Tarih: 07.05.2020 14:10
"Oruç hem kalp hem ruh sağlığına iyi gelir"
Kardiyoloji Uzmanı Dr. Begüm Öztürk, doğru bir şekilde tutulan orucun hem kalbe hem ruh sağlığına iyi geldiğini söyledi.
Doğru şekilde tutulan bir oruçta günlük kalori alınımının kısıtlanması ile insulin duyarlılığı artmakta, strese dayanma kolaylaşmaktadır.
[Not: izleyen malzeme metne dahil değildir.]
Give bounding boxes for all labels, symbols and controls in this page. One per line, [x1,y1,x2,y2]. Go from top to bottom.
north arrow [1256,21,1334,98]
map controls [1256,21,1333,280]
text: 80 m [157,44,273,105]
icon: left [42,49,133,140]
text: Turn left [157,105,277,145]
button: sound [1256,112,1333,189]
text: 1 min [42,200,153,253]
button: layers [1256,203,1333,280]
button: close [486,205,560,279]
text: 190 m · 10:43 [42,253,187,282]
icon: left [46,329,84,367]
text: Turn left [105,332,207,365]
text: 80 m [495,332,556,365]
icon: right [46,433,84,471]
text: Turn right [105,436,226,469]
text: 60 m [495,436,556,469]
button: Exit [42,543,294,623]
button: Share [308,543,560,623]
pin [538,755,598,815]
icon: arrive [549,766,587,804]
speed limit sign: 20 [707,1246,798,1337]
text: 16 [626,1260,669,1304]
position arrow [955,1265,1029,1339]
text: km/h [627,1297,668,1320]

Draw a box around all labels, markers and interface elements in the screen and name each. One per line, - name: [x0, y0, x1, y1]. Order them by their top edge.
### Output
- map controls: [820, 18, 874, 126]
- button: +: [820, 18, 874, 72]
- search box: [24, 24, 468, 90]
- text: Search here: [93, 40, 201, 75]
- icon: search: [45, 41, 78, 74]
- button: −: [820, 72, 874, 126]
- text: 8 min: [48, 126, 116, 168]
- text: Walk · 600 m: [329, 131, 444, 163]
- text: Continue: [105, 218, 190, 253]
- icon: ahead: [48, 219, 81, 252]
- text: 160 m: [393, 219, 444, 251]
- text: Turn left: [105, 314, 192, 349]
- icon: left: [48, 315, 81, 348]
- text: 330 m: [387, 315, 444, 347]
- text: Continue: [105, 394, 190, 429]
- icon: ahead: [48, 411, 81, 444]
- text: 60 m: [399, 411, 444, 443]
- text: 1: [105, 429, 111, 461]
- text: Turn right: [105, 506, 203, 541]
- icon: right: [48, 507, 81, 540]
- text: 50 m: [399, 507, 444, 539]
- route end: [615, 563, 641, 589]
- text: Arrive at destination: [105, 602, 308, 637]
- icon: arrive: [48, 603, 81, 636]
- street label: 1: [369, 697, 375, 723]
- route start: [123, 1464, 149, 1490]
Hatta ayda en az bir gün oruç tutanlarda bile damar sertliğinin daha az olduğu bildirilmiştir diyen Medicana Kadıköy Hastanesi Kardiyoloji Uzmanı Dr. Begüm Öztürk orucun kalp hastaları için olumlu bir diğer yönünün de psikolojik etkisi olduğunu ramazan ayında oruç tutan kişinin, olumsuz duygu, düşünce ve davranışlardan uzak durduğunu, ibadet ederken ruhunun temizlendiğini ifade etti. Ulaşılan manevi huzur, kalp hastalarında sıklıkla görülen depresyonun giderilmesi açısından önemli olduğunu da vurguladı.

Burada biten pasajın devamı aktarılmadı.